Rough Notes on Networking in the Linux KernelLast Updated: Monday, 28 March, 2005
1. Existing Optimizations
A great deal of thought has gone into Linux networking implementation and many
optmizations have made their way to the kernel over the years. Some prime
examples include:
NAPI - Receive interrupts are coalesced to reduce changes of a
livelock. Thus, now each packet receive does not generate an interrupt.
Required modifications to device driver interface. Has been in the
stable kernels since 2.4.20.
Zero-Copy TCP - Avoids the overhead of kernel-to-userspace and
userspace-to-kernel packet copying. http://builder.com.com/5100-6372-1044112.html describes this is
some detail.
When a packet is received, the device uses DMA to put it in main memory (let's
ignore non-DMA or non-NAPI code and drivers). An skb is
constructed by the poll() function of the device driver.

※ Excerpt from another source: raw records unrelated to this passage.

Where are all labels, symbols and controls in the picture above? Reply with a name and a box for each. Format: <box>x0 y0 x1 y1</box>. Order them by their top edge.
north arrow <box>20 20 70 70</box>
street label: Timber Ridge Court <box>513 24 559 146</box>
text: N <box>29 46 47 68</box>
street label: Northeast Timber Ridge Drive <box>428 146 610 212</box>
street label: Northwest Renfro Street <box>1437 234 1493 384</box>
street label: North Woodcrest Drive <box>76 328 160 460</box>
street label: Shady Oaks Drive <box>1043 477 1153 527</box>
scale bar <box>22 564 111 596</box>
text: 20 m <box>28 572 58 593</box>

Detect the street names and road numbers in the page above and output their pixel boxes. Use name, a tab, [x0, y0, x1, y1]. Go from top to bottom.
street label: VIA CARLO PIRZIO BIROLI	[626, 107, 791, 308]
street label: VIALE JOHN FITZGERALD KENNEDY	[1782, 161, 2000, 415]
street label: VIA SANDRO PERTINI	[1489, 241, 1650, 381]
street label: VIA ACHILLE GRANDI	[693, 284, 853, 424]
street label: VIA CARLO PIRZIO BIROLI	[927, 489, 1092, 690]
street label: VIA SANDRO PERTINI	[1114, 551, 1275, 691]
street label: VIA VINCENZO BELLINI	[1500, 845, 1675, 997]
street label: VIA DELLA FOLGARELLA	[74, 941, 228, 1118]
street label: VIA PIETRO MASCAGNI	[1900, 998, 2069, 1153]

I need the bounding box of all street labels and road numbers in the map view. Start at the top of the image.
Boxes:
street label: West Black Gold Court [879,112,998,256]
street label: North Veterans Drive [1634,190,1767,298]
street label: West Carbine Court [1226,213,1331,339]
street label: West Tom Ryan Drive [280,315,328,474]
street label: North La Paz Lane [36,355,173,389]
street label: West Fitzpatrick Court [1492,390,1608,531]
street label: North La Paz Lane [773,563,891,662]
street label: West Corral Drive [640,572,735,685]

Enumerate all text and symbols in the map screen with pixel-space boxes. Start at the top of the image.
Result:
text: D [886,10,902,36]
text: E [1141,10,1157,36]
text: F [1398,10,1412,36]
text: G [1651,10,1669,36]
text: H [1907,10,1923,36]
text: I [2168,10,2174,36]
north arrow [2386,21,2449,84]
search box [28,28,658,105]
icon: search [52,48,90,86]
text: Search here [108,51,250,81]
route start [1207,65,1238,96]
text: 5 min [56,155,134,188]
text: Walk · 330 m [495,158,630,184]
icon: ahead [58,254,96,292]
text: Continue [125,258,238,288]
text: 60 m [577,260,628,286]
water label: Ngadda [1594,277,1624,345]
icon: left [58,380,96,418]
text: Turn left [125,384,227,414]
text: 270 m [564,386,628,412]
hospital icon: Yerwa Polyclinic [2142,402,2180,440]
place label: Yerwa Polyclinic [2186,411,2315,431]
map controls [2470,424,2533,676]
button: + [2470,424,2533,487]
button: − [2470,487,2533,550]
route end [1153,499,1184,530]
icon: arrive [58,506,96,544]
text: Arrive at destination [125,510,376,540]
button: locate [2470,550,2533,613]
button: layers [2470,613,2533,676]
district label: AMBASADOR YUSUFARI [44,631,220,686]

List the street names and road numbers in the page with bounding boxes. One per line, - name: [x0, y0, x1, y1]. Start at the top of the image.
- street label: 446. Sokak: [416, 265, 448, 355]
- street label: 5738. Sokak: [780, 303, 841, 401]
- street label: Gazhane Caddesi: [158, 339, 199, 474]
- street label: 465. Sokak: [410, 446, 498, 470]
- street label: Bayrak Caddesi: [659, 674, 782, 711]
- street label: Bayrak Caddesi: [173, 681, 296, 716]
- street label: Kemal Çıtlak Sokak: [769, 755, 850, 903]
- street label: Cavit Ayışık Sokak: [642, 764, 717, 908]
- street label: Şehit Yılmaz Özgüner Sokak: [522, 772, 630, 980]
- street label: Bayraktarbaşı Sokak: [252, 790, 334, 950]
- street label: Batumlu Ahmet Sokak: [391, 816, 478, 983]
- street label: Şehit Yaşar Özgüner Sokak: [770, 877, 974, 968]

After this point, the same skb is used
throughout the networking stack, i.e., the packet is almost never copied within
the kernel (it is copied when delivered to user-space).
This design is borrowed from BSD and UNIX SVR4 - the idea is to allocate memory
for the packet only once. The packet has 4 primary pointers - head,
end, data, tail into the packet data (character buffer).
head points to the beginning of the packet - where the link
layer header starts. end points to the end of the packet.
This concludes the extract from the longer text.